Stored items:
=======

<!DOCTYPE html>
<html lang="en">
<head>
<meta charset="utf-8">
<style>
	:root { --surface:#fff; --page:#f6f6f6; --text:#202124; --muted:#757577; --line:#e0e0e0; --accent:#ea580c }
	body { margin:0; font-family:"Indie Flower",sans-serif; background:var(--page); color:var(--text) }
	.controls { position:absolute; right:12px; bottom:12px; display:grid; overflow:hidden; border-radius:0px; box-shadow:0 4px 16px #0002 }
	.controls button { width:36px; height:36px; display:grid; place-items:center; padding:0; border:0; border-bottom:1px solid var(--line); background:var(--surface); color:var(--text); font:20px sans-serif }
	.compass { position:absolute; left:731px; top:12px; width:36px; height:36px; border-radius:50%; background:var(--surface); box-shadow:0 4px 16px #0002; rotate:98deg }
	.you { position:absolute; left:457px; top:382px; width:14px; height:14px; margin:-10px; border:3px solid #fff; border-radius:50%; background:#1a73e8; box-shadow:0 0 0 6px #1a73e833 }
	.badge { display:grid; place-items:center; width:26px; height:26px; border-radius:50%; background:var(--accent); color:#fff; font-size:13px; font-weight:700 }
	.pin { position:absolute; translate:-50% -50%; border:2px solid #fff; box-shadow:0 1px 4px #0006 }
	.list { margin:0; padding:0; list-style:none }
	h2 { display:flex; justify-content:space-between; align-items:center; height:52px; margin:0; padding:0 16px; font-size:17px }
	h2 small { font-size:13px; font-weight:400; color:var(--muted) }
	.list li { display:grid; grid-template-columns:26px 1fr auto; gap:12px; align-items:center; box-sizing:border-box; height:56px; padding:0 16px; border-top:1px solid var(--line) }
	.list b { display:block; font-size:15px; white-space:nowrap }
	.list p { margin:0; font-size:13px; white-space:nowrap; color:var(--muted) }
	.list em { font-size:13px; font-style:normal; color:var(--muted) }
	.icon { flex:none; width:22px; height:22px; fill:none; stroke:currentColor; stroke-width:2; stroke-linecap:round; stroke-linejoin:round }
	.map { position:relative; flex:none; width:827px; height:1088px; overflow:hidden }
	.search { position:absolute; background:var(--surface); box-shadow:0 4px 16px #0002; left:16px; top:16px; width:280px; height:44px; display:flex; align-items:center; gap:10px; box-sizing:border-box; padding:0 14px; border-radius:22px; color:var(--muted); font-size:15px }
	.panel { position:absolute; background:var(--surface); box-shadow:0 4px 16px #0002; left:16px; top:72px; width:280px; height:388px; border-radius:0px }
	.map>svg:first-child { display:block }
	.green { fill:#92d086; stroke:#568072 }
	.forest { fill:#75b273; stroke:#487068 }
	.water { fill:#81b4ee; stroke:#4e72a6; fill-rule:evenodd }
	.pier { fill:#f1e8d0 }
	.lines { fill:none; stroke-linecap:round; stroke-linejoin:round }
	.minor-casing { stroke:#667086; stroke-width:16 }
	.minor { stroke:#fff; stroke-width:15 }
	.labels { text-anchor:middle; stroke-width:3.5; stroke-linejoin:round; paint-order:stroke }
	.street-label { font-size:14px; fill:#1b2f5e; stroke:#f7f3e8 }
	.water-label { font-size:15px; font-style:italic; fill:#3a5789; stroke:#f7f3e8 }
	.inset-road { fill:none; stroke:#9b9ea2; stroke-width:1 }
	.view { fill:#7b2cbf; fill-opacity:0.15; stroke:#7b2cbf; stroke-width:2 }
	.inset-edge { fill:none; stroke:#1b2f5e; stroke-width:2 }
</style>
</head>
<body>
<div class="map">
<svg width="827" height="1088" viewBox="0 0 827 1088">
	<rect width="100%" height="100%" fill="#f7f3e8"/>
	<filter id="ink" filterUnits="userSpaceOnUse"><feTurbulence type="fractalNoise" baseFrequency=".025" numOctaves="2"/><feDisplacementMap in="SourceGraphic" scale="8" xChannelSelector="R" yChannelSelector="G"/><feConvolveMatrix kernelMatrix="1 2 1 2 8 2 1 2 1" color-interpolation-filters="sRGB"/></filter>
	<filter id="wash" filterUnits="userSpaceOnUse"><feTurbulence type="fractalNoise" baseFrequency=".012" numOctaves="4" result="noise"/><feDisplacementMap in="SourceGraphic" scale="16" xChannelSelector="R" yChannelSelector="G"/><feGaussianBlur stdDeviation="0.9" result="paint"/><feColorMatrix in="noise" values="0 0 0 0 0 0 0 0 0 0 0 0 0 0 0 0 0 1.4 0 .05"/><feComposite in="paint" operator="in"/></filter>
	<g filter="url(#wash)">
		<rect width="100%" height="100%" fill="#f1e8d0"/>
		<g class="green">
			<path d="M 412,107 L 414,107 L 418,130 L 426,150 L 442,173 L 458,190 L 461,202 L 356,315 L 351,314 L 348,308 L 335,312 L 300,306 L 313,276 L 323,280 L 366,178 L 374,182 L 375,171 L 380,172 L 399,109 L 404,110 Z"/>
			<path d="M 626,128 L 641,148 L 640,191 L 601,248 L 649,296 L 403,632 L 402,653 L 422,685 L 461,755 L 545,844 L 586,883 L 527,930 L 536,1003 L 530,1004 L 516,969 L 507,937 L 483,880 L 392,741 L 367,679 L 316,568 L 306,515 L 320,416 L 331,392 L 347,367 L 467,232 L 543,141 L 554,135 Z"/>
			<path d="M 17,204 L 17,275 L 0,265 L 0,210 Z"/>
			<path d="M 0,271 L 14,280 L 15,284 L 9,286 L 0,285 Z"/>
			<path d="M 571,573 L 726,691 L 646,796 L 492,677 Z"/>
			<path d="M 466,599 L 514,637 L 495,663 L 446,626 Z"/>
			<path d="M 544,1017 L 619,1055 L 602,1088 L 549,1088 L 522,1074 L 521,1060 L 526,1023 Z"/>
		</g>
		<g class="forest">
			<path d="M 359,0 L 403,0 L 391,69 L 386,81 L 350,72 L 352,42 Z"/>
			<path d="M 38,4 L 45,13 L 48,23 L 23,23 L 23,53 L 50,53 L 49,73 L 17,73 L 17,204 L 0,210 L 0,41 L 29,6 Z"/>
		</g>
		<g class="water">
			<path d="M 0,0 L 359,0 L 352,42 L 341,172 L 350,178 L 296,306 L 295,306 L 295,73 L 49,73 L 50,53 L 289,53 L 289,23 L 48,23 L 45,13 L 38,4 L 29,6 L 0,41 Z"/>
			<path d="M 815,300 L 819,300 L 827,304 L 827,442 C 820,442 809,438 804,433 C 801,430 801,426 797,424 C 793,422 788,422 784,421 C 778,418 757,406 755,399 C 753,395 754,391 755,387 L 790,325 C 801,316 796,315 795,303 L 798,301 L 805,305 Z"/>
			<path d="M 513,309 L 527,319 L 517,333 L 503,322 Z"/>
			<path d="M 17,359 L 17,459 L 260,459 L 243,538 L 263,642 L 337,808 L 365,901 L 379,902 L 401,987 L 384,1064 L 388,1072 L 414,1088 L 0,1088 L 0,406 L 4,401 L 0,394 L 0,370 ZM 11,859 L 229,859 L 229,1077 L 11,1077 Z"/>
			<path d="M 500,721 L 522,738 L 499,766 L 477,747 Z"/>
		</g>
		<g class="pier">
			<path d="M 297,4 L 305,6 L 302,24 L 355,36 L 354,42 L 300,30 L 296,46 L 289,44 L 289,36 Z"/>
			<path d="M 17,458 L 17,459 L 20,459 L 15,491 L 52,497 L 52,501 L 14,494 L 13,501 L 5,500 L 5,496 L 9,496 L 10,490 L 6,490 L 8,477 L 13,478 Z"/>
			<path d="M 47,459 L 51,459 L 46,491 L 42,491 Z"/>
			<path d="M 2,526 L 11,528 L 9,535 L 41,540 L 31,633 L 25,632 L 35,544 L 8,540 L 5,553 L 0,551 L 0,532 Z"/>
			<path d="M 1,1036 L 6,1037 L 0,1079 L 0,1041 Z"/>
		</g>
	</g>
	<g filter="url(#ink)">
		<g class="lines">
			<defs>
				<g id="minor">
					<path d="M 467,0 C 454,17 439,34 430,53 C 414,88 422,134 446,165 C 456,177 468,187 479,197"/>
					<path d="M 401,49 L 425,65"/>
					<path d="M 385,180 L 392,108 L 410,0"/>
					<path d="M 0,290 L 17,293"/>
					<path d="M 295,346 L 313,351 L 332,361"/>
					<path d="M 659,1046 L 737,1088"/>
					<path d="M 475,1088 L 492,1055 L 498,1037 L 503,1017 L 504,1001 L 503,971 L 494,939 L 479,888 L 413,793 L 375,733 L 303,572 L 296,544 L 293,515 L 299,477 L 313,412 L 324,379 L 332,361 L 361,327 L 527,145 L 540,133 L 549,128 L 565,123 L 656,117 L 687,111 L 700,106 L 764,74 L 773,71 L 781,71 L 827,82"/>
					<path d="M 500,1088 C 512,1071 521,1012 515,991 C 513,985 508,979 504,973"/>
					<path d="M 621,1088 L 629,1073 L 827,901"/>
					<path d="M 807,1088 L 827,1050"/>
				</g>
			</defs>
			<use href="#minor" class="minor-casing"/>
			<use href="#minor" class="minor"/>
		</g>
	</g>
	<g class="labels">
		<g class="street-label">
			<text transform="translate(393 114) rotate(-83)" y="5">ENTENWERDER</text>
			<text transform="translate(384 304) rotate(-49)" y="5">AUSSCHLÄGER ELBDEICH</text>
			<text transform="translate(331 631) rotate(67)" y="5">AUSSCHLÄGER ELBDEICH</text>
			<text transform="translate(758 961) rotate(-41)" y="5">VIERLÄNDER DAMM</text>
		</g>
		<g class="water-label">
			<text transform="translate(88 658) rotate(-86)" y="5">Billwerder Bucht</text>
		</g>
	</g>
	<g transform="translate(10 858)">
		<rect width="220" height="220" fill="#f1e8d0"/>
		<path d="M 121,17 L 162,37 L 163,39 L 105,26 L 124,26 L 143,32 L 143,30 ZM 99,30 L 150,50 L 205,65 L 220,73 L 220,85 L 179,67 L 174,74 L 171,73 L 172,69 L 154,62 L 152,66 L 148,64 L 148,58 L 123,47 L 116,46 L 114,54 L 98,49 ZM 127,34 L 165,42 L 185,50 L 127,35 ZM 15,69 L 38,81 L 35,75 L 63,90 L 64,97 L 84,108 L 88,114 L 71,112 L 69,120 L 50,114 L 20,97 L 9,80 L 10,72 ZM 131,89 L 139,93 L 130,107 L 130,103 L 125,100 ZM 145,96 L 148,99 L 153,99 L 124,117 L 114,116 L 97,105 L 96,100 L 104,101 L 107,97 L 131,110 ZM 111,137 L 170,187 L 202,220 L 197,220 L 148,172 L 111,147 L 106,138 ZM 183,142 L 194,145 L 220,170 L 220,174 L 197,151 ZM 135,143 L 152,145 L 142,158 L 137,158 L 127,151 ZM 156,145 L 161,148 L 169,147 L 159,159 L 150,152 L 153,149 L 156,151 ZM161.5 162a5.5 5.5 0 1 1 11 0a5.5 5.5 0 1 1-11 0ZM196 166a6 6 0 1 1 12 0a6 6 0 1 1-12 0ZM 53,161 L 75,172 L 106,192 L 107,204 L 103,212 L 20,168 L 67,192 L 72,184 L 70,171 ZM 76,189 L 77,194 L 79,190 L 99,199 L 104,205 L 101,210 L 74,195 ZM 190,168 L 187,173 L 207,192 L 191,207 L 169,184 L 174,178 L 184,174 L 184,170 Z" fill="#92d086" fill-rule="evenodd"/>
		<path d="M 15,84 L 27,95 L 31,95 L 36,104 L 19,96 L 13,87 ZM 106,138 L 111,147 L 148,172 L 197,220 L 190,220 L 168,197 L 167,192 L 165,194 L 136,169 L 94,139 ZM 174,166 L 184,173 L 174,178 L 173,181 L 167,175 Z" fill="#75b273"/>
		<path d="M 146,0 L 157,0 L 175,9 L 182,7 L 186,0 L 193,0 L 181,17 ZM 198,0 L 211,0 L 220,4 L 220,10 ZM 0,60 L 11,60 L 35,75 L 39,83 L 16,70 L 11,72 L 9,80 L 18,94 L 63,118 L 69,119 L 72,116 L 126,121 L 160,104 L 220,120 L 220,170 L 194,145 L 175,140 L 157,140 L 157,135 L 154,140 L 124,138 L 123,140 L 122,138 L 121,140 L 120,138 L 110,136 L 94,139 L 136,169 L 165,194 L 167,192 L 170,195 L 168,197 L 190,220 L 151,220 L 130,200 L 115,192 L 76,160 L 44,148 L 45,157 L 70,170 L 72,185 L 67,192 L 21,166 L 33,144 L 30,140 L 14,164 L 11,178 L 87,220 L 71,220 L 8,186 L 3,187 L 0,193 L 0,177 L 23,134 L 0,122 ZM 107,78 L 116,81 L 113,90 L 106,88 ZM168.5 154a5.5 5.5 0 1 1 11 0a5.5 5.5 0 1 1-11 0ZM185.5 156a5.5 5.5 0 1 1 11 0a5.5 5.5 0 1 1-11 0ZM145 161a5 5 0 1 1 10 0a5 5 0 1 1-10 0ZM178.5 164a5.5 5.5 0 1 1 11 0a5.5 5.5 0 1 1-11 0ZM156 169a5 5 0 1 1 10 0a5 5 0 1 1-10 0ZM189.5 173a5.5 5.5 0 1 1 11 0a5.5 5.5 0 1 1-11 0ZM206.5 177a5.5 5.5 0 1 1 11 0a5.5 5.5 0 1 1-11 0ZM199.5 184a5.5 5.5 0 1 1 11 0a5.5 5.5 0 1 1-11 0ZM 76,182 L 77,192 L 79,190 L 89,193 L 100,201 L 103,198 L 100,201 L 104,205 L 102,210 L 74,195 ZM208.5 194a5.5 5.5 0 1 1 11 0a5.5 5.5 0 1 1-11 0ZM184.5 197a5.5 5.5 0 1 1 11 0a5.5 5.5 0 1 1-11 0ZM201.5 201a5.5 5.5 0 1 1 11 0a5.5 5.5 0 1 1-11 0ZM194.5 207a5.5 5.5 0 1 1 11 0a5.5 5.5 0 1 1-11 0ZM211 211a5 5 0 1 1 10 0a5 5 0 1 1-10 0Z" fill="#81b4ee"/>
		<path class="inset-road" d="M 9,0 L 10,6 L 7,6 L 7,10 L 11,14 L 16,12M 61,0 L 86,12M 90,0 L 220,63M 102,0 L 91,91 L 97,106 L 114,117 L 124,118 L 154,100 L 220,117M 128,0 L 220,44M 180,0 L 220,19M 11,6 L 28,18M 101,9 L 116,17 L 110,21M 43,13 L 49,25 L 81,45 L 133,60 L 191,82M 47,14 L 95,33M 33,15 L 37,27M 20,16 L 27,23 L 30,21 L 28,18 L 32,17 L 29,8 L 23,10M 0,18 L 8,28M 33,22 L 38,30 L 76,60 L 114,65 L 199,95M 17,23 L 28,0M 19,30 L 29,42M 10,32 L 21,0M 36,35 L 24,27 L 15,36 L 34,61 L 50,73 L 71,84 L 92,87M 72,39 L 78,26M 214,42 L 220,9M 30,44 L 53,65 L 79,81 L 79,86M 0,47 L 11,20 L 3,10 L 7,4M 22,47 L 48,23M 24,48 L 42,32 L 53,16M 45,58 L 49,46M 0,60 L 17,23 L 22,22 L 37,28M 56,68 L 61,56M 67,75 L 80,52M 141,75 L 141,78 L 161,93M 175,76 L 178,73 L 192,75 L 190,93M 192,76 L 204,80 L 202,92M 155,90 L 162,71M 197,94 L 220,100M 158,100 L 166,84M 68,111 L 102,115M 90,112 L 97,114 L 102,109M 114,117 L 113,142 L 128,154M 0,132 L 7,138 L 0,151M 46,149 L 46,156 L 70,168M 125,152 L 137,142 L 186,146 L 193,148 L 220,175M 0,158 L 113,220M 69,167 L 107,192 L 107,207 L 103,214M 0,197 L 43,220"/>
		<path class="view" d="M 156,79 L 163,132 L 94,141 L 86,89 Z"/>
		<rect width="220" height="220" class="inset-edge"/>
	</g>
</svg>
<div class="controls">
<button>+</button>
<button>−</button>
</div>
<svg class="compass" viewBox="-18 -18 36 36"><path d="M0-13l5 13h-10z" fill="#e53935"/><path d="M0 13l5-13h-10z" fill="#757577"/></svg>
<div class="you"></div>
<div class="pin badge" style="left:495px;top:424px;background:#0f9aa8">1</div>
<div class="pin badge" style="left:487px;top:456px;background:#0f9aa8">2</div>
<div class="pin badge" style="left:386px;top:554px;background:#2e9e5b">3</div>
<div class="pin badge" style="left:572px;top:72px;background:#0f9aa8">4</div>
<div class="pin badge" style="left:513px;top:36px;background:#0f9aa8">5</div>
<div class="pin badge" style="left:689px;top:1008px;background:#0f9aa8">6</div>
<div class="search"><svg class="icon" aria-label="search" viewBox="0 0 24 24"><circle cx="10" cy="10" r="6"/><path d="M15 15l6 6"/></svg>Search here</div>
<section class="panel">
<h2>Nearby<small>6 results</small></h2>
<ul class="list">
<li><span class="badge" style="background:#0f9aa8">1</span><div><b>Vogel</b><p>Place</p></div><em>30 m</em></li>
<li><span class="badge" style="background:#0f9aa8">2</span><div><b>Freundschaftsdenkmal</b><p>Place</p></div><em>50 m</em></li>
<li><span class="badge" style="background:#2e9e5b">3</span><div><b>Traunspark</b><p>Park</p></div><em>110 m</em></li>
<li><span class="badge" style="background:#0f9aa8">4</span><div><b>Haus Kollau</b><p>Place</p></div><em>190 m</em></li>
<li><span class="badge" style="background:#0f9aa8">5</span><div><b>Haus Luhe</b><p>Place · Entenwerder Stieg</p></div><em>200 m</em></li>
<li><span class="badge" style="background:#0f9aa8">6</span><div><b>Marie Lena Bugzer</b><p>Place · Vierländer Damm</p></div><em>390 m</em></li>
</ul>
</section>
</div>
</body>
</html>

=======

▶ _WORK REQUEST_:
From the records above, extract exactly and only the lines that begin at the line with "font-size:13px; font-style:normal; color:var(--muted)" and stop after the line with "position:relative; flex:none; width:827px;".

▶ _EXPECTED ANSWER_:
	.list em { font-size:13px; font-style:normal; color:var(--muted) }
	.icon { flex:none; width:22px; height:22px; fill:none; stroke:currentColor; stroke-width:2; stroke-linecap:round; stroke-linejoin:round }
	.map { position:relative; flex:none; width:827px; height:1088px; overflow:hidden }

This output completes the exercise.